In a recent study, Lee et al showed that the application of IFWE does not significantly affect spinal muscle performance in individuals with no current back pain.25 However, there is currently a lack of information regarding how the insertion and presence of the IFWEs affect muscle performance in individuals with persistent LBP during high exertion muscle contractions. Therefore, the purpose of this study was to determine how the insertion and presence of IFWEs affect paraspinal muscle strength, endurance, and muscle activation in this population. It is important to investigate these factors because they can confound research findings obtained with the IFWE methods.
Methods
Subjects
Forty subjects between the ages of 18 and 40 participated in the study (22 male, 18 female). The required number of subjects (20) for each group (control and recurrent low back pain—RLBP) was calculated a priori (α = .05 and β = .95) based on effect size (d = 0.17-0.32) estimated from da Silva et al using a back extensor fatiguing test outcome.4 Subjects were recruited as a sample of convenience and provided written consent prior to participating. Subjects were included in the RLBP group if they reported a history of recurrent episodes of LBP defined as at least two activity-limiting episodes in the last 6 months,3 and a current pain level of 5 of 100 or less on the visual analog scale (VAS).20 The minimal pain level at the time of testing is important to ensure that current pain did not confound and inhibit muscle recruitment. Subjects were included in the control group if they had no history of LBP in the last 6 months. All exclusion criteria for both groups were detailed in Table 1. The study protocol was approved by the institutional review board of the University of Nevada, Las Vegas.
Table 1.
All exclusion criteria
| 1. | Diabetes mellitus |
| 2. | Rheumatic joint disease |
| 3. | Clotting disorder or other bleeding problem |
| 4. | Polyneuropathy |
| 5. | Lower back surgery |
| 6. | Bilateral leg pain |
| 7. | Radiological/clinical diagnosis of spinal stenosis |
| 8. | Radiological/clinical diagnosis of structural scoliosis |
| 9. | Spinal malignancy |
| 10. | Spinal infection |
| 11. | Lumbar radiculopathy |
| 12. | Pregnancy |
| 13. | Fear of needles (defined as prior adverse responses to needle insertion) |
| 14. | Diagnosed immunodeficiency or history of recurrent unexplained infections |
Prior to performing the muscle tests, subjects in the RLBP group completed the Fear-Avoidance Beliefs Questionnaire (FABQ) and the Oswestry Disability Index (ODI) to quantify pain-related fear and disability during everyday activities.26,27 During all three conditions, each subject’s pain level was assessed during the experimental procedure using a 100 mm VAS pain scale immediately after the tests.
Instrumentation
The Humac Norm Isokinetic Extremity System (Computer Sports Medicine, Inc., Stoughton, MA) was used to measure spinal extensor strength. This instrument was previously validated for assessing trunk muscle strength, with intrarater reliability of 0.8-0.92 (ICC).28 A wireless EMG system (Delsys Trigno Wireless System; Delsys, Inc., Natick, MA) was used to collect SEMG data during the muscle performance assessments. Each SEMG sensor had four silver contact bar electrodes with an inter-electrode distance of 10 mm. SEMG signals were collected at a sampling rate of 2000 Hz using a data acquisition software (Vicon Nexus 2, Vicon Motion Systems, Ltd., Oxford, UK). To insert the intramuscular fine wire electrodes (paired hook-wire, insulated nickel alloy wires [Natus Neurology, Middleton, WI]), a 27-gauge, 30-mm hypodermic guide needle was used (Natus Neurology).
Procedure
Participants attended three separate sessions of testing. Each testing session was scheduled 7 to 14 days apart to allow resolution of muscle soreness, microtrauma, and other effects between sessions. Subjects were rescheduled if they reported more than 5 out of 100 of pain on the VAS scale prior to testing.

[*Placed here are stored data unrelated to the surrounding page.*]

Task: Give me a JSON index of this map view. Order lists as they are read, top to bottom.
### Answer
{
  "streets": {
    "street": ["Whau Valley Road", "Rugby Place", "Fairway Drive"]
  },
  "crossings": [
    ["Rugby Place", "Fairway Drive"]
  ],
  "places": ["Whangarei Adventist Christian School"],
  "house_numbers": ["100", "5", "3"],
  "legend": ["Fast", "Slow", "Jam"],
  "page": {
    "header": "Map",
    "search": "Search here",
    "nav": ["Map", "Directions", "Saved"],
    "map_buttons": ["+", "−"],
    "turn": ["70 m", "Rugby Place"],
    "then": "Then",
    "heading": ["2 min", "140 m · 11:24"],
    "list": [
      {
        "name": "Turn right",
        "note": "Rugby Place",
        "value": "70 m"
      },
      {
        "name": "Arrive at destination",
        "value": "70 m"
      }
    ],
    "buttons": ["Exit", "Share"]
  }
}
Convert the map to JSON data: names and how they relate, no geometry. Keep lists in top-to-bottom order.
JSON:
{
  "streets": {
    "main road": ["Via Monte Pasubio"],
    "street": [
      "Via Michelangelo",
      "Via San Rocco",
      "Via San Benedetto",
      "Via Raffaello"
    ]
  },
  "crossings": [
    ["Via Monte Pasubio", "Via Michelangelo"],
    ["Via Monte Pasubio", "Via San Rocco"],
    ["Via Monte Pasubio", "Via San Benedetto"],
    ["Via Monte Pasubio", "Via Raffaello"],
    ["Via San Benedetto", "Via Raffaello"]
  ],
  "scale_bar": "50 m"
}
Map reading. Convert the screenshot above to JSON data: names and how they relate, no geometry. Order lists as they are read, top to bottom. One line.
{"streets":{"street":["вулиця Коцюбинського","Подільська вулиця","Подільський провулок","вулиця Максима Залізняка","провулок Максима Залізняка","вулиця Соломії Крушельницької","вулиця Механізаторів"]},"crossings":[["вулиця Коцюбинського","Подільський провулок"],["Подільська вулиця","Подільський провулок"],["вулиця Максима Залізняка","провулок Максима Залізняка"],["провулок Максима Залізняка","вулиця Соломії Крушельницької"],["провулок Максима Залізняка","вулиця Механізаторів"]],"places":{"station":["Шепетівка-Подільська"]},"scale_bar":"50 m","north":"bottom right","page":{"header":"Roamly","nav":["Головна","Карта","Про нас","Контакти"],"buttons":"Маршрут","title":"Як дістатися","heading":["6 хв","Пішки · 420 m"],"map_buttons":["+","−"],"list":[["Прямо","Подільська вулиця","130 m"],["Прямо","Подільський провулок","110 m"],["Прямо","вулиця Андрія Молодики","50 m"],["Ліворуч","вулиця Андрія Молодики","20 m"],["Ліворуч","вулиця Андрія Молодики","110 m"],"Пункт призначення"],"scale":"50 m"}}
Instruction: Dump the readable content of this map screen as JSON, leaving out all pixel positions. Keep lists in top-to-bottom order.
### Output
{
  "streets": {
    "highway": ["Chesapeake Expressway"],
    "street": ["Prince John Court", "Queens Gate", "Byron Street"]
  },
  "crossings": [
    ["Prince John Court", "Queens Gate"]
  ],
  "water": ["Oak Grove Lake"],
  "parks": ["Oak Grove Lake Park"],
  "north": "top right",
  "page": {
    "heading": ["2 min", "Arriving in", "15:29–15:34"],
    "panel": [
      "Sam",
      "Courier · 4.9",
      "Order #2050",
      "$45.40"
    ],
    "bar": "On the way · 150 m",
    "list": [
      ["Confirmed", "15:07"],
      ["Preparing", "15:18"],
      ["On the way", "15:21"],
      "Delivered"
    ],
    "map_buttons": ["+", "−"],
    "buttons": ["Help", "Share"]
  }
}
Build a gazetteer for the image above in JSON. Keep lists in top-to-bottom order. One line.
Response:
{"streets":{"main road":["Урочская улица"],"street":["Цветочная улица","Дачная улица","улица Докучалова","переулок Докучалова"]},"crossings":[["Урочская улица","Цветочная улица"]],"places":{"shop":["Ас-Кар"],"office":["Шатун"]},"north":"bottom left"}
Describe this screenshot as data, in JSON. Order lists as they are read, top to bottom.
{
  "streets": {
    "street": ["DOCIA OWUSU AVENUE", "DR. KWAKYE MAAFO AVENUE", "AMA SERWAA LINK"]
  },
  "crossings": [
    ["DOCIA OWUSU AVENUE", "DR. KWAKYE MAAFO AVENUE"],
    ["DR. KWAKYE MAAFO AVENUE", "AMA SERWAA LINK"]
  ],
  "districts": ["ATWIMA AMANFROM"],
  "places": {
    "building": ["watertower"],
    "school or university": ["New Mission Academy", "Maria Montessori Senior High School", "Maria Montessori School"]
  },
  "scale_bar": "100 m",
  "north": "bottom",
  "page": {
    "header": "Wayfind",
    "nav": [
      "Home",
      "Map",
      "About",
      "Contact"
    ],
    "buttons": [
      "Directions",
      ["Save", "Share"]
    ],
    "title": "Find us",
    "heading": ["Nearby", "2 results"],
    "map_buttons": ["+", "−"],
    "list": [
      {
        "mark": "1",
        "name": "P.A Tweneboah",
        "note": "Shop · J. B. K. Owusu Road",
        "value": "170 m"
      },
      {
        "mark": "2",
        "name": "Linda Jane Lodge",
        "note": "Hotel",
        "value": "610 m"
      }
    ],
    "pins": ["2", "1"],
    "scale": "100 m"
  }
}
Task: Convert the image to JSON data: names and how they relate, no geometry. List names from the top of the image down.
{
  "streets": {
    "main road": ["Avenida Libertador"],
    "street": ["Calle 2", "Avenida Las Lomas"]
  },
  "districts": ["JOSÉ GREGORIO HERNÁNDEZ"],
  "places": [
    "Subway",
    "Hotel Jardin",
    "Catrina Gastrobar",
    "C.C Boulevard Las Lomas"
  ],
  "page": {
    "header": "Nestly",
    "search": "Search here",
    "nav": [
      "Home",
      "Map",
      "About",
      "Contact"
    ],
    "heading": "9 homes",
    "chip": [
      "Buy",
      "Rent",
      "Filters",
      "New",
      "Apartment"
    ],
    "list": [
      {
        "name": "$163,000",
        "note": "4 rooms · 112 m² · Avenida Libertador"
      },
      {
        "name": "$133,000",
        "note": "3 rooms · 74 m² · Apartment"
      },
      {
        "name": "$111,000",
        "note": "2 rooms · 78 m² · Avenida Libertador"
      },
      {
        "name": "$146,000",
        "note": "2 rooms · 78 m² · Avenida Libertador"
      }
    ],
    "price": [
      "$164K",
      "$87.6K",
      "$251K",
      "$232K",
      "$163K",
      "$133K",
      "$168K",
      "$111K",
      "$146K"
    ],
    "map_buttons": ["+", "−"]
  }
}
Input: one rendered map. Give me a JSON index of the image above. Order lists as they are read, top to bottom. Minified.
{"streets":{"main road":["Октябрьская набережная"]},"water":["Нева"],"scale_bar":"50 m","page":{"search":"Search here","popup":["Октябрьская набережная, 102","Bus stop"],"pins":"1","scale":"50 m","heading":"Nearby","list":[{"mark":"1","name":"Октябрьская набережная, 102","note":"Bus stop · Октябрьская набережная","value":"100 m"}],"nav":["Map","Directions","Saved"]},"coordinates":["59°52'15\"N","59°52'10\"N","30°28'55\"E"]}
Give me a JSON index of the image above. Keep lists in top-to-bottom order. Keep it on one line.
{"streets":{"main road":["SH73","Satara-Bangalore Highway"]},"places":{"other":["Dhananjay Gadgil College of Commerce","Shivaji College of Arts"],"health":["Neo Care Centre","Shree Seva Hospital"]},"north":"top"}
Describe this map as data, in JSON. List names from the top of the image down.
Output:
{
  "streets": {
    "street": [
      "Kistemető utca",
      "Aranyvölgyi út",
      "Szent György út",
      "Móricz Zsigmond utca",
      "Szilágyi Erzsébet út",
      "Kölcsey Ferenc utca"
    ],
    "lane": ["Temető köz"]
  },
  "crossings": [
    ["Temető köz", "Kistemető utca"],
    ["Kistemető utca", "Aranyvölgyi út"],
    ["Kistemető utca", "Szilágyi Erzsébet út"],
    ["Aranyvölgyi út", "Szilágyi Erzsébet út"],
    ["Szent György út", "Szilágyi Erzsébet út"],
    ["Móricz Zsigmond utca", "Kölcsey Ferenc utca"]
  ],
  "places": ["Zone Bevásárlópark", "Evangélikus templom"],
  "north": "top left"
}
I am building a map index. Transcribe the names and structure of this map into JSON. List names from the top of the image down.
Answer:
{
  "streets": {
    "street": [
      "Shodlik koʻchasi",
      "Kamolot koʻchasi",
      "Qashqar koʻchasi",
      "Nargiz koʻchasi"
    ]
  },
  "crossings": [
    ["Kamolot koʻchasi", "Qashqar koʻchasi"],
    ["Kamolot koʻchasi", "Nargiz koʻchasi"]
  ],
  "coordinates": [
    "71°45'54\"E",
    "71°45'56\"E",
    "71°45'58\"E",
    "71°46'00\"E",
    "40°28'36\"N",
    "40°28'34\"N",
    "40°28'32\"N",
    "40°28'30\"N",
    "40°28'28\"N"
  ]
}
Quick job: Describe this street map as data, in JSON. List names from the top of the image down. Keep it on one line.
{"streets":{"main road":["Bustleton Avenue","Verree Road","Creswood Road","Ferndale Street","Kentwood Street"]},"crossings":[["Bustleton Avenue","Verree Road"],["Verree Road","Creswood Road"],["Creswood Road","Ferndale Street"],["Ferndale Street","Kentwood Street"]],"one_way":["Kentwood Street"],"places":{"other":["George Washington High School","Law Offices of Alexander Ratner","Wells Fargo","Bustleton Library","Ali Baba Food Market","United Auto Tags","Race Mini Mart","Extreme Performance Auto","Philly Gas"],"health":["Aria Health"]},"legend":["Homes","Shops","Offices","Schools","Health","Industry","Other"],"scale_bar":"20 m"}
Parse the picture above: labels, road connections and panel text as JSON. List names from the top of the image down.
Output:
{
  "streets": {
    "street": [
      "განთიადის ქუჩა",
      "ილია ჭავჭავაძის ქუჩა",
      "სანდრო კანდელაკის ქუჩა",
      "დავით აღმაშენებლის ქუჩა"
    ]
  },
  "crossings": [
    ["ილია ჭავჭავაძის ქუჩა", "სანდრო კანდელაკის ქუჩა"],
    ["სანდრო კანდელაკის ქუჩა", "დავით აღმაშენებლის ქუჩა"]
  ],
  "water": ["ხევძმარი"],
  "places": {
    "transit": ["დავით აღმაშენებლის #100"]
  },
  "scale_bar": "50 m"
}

At Session 1, the baseline condition, we obtained measures of muscle strength, endurance, and activation without IFWE placement. At Sessions 2 and 3, the participants were randomly assigned to alternate between the two experimental conditions: (1) wire-in, in which the IFWE was inserted and remained within the muscle; (2) wire-out, in which the IFWE was inserted and immediately removed.
EMG Placement
Skin over each participant’s paraspinal muscles was lightly abraded and disinfected with a disposable fabric alcohol wipe. For placement of the IFWE at Sessions 2 and 3, a diagnostic ultrasound imaging unit (General Electric NextGen LOGIQe, GE Healthcare Co., Milwaukee, Wisconsin, USA) was used to identify the lumbar multifidus muscle and to insert the IFWE housed within a guide needle into the deep fibers of multifidus (L4 level). The use of real-time ultrasound imaging allowed precise placement of the IFWE in the muscle so that the tip of the needle was just shy of touching the laminal periosteum (Figure 1).15,29 One investigator (an experienced physical therapist and clinical researcher who received prior training to perform the intramuscular insertion to multifidus muscle) performed all insertions to ensure consistency. After placement of the IFWE, the participant was asked to perform submaximal lumbar extension contractions to set the electrodes in the muscle. The SEMG was placed to the right of the L4 spinous process at the same level of the IFWE insertion.30 The subjects were informed that they may or may not feel the placement of the IFWE after the guide needle was removed.
Figure 1.

Axial ultrasound image and schematic demonstrating insertion of the intramuscular fine-wire EMG electrodes and guide needle.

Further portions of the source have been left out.